» Assignment
Nothing may be dropped or altered: reproduce all the data.

[Stored data entries]
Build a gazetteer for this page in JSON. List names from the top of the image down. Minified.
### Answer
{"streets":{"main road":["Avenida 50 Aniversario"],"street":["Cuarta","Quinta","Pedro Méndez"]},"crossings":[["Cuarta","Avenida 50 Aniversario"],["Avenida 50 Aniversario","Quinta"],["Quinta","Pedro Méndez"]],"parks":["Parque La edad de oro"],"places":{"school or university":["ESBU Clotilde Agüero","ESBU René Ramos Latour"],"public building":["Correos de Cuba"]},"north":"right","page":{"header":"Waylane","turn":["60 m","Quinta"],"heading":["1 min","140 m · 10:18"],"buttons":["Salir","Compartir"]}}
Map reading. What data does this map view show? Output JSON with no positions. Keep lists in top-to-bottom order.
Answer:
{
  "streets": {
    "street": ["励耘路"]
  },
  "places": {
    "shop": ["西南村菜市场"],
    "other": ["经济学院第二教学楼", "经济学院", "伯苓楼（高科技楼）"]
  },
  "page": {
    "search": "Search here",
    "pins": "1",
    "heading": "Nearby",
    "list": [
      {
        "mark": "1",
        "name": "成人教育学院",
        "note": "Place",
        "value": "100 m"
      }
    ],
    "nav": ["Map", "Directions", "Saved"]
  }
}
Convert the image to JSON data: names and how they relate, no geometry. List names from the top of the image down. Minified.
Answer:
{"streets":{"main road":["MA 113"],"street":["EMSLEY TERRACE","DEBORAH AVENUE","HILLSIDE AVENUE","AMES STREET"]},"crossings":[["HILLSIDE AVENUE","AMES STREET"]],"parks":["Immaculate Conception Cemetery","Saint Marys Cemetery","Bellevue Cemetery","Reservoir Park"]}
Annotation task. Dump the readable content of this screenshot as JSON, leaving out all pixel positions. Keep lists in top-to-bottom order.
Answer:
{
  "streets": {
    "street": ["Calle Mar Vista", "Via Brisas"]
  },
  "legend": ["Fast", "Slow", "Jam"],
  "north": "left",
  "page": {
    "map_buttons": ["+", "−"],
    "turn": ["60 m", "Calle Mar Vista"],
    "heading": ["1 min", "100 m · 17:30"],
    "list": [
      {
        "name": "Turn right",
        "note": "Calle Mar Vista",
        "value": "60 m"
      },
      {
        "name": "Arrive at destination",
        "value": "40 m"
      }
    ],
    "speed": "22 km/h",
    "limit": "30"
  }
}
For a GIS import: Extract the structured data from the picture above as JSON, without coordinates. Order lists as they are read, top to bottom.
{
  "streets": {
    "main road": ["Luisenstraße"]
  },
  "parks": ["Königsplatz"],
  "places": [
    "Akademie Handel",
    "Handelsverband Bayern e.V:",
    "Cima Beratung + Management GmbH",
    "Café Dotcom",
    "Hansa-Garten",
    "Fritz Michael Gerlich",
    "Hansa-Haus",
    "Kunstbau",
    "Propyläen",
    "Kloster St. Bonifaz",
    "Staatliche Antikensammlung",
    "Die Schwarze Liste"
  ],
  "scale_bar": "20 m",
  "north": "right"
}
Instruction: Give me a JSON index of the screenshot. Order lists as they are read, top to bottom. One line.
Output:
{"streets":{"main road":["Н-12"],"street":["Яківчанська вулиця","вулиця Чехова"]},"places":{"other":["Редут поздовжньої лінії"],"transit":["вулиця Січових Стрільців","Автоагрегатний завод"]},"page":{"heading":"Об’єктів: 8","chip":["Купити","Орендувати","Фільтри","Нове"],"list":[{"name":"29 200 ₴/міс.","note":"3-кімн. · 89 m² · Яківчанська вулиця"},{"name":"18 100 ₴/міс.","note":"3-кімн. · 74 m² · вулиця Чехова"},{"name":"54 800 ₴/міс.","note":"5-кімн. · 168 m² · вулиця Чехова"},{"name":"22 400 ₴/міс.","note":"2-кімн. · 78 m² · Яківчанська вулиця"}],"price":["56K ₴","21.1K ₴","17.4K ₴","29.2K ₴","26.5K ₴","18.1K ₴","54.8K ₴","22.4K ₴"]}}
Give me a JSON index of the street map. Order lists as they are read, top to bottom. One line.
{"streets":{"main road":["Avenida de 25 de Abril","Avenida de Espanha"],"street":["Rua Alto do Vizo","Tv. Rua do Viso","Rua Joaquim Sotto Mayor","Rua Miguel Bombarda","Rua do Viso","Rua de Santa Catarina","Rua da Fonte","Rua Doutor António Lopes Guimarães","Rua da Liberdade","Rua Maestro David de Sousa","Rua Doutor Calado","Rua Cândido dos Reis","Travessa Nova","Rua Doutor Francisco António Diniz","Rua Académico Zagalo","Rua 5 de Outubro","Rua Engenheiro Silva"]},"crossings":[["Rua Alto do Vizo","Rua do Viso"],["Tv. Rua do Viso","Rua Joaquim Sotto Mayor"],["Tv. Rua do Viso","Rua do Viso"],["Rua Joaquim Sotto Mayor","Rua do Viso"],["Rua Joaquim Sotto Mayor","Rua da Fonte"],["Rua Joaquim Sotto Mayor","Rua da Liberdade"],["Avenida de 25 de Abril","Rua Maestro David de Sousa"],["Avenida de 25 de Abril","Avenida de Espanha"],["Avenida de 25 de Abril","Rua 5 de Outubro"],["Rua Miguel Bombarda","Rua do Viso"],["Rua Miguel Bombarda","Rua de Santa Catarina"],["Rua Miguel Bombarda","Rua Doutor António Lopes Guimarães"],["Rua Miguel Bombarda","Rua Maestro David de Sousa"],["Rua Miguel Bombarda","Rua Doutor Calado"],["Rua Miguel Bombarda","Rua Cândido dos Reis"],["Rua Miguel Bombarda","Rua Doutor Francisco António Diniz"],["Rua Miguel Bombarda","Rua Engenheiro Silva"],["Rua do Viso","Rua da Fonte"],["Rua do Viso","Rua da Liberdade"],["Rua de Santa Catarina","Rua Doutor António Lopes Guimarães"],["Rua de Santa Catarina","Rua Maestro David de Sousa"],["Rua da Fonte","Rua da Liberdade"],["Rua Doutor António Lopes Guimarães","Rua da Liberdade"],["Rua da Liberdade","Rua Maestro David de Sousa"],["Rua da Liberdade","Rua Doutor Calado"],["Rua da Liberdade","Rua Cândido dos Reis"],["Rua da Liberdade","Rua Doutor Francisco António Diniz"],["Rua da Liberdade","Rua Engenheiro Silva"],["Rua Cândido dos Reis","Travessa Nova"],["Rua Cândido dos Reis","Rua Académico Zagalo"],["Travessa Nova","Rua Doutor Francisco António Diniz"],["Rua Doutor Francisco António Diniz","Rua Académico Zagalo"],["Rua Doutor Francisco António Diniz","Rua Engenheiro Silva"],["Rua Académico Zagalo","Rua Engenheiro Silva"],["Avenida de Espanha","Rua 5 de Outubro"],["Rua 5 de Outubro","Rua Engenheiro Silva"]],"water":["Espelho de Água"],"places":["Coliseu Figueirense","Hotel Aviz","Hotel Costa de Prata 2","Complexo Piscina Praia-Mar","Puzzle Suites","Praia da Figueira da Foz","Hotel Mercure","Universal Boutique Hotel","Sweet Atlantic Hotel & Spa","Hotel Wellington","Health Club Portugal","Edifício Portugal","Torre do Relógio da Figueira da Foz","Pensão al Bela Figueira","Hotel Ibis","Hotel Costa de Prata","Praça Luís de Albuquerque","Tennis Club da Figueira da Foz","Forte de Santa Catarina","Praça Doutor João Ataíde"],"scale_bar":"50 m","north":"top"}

» Expected answer
Build a gazetteer for this page in JSON. List names from the top of the image down. Minified.
### Answer
{"streets":{"main road":["Avenida 50 Aniversario"],"street":["Cuarta","Quinta","Pedro Méndez"]},"crossings":[["Cuarta","Avenida 50 Aniversario"],["Avenida 50 Aniversario","Quinta"],["Quinta","Pedro Méndez"]],"parks":["Parque La edad de oro"],"places":{"school or university":["ESBU Clotilde Agüero","ESBU René Ramos Latour"],"public building":["Correos de Cuba"]},"north":"right","page":{"header":"Waylane","turn":["60 m","Quinta"],"heading":["1 min","140 m · 10:18"],"buttons":["Salir","Compartir"]}}
Map reading. What data does this map view show? Output JSON with no positions. Keep lists in top-to-bottom order.
Answer:
{
  "streets": {
    "street": ["励耘路"]
  },
  "places": {
    "shop": ["西南村菜市场"],
    "other": ["经济学院第二教学楼", "经济学院", "伯苓楼（高科技楼）"]
  },
  "page": {
    "search": "Search here",
    "pins": "1",
    "heading": "Nearby",
    "list": [
      {
        "mark": "1",
        "name": "成人教育学院",
        "note": "Place",
        "value": "100 m"
      }
    ],
    "nav": ["Map", "Directions", "Saved"]
  }
}
Convert the image to JSON data: names and how they relate, no geometry. List names from the top of the image down. Minified.
Answer:
{"streets":{"main road":["MA 113"],"street":["EMSLEY TERRACE","DEBORAH AVENUE","HILLSIDE AVENUE","AMES STREET"]},"crossings":[["HILLSIDE AVENUE","AMES STREET"]],"parks":["Immaculate Conception Cemetery","Saint Marys Cemetery","Bellevue Cemetery","Reservoir Park"]}
Annotation task. Dump the readable content of this screenshot as JSON, leaving out all pixel positions. Keep lists in top-to-bottom order.
Answer:
{
  "streets": {
    "street": ["Calle Mar Vista", "Via Brisas"]
  },
  "legend": ["Fast", "Slow", "Jam"],
  "north": "left",
  "page": {
    "map_buttons": ["+", "−"],
    "turn": ["60 m", "Calle Mar Vista"],
    "heading": ["1 min", "100 m · 17:30"],
    "list": [
      {
        "name": "Turn right",
        "note": "Calle Mar Vista",
        "value": "60 m"
      },
      {
        "name": "Arrive at destination",
        "value": "40 m"
      }
    ],
    "speed": "22 km/h",
    "limit": "30"
  }
}
For a GIS import: Extract the structured data from the picture above as JSON, without coordinates. Order lists as they are read, top to bottom.
{
  "streets": {
    "main road": ["Luisenstraße"]
  },
  "parks": ["Königsplatz"],
  "places": [
    "Akademie Handel",
    "Handelsverband Bayern e.V:",
    "Cima Beratung + Management GmbH",
    "Café Dotcom",
    "Hansa-Garten",
    "Fritz Michael Gerlich",
    "Hansa-Haus",
    "Kunstbau",
    "Propyläen",
    "Kloster St. Bonifaz",
    "Staatliche Antikensammlung",
    "Die Schwarze Liste"
  ],
  "scale_bar": "20 m",
  "north": "right"
}
Instruction: Give me a JSON index of the screenshot. Order lists as they are read, top to bottom. One line.
Output:
{"streets":{"main road":["Н-12"],"street":["Яківчанська вулиця","вулиця Чехова"]},"places":{"other":["Редут поздовжньої лінії"],"transit":["вулиця Січових Стрільців","Автоагрегатний завод"]},"page":{"heading":"Об’єктів: 8","chip":["Купити","Орендувати","Фільтри","Нове"],"list":[{"name":"29 200 ₴/міс.","note":"3-кімн. · 89 m² · Яківчанська вулиця"},{"name":"18 100 ₴/міс.","note":"3-кімн. · 74 m² · вулиця Чехова"},{"name":"54 800 ₴/міс.","note":"5-кімн. · 168 m² · вулиця Чехова"},{"name":"22 400 ₴/міс.","note":"2-кімн. · 78 m² · Яківчанська вулиця"}],"price":["56K ₴","21.1K ₴","17.4K ₴","29.2K ₴","26.5K ₴","18.1K ₴","54.8K ₴","22.4K ₴"]}}
Give me a JSON index of the street map. Order lists as they are read, top to bottom. One line.
{"streets":{"main road":["Avenida de 25 de Abril","Avenida de Espanha"],"street":["Rua Alto do Vizo","Tv. Rua do Viso","Rua Joaquim Sotto Mayor","Rua Miguel Bombarda","Rua do Viso","Rua de Santa Catarina","Rua da Fonte","Rua Doutor António Lopes Guimarães","Rua da Liberdade","Rua Maestro David de Sousa","Rua Doutor Calado","Rua Cândido dos Reis","Travessa Nova","Rua Doutor Francisco António Diniz","Rua Académico Zagalo","Rua 5 de Outubro","Rua Engenheiro Silva"]},"crossings":[["Rua Alto do Vizo","Rua do Viso"],["Tv. Rua do Viso","Rua Joaquim Sotto Mayor"],["Tv. Rua do Viso","Rua do Viso"],["Rua Joaquim Sotto Mayor","Rua do Viso"],["Rua Joaquim Sotto Mayor","Rua da Fonte"],["Rua Joaquim Sotto Mayor","Rua da Liberdade"],["Avenida de 25 de Abril","Rua Maestro David de Sousa"],["Avenida de 25 de Abril","Avenida de Espanha"],["Avenida de 25 de Abril","Rua 5 de Outubro"],["Rua Miguel Bombarda","Rua do Viso"],["Rua Miguel Bombarda","Rua de Santa Catarina"],["Rua Miguel Bombarda","Rua Doutor António Lopes Guimarães"],["Rua Miguel Bombarda","Rua Maestro David de Sousa"],["Rua Miguel Bombarda","Rua Doutor Calado"],["Rua Miguel Bombarda","Rua Cândido dos Reis"],["Rua Miguel Bombarda","Rua Doutor Francisco António Diniz"],["Rua Miguel Bombarda","Rua Engenheiro Silva"],["Rua do Viso","Rua da Fonte"],["Rua do Viso","Rua da Liberdade"],["Rua de Santa Catarina","Rua Doutor António Lopes Guimarães"],["Rua de Santa Catarina","Rua Maestro David de Sousa"],["Rua da Fonte","Rua da Liberdade"],["Rua Doutor António Lopes Guimarães","Rua da Liberdade"],["Rua da Liberdade","Rua Maestro David de Sousa"],["Rua da Liberdade","Rua Doutor Calado"],["Rua da Liberdade","Rua Cândido dos Reis"],["Rua da Liberdade","Rua Doutor Francisco António Diniz"],["Rua da Liberdade","Rua Engenheiro Silva"],["Rua Cândido dos Reis","Travessa Nova"],["Rua Cândido dos Reis","Rua Académico Zagalo"],["Travessa Nova","Rua Doutor Francisco António Diniz"],["Rua Doutor Francisco António Diniz","Rua Académico Zagalo"],["Rua Doutor Francisco António Diniz","Rua Engenheiro Silva"],["Rua Académico Zagalo","Rua Engenheiro Silva"],["Avenida de Espanha","Rua 5 de Outubro"],["Rua 5 de Outubro","Rua Engenheiro Silva"]],"water":["Espelho de Água"],"places":["Coliseu Figueirense","Hotel Aviz","Hotel Costa de Prata 2","Complexo Piscina Praia-Mar","Puzzle Suites","Praia da Figueira da Foz","Hotel Mercure","Universal Boutique Hotel","Sweet Atlantic Hotel & Spa","Hotel Wellington","Health Club Portugal","Edifício Portugal","Torre do Relógio da Figueira da Foz","Pensão al Bela Figueira","Hotel Ibis","Hotel Costa de Prata","Praça Luís de Albuquerque","Tennis Club da Figueira da Foz","Forte de Santa Catarina","Praça Doutor João Ataíde"],"scale_bar":"50 m","north":"top"}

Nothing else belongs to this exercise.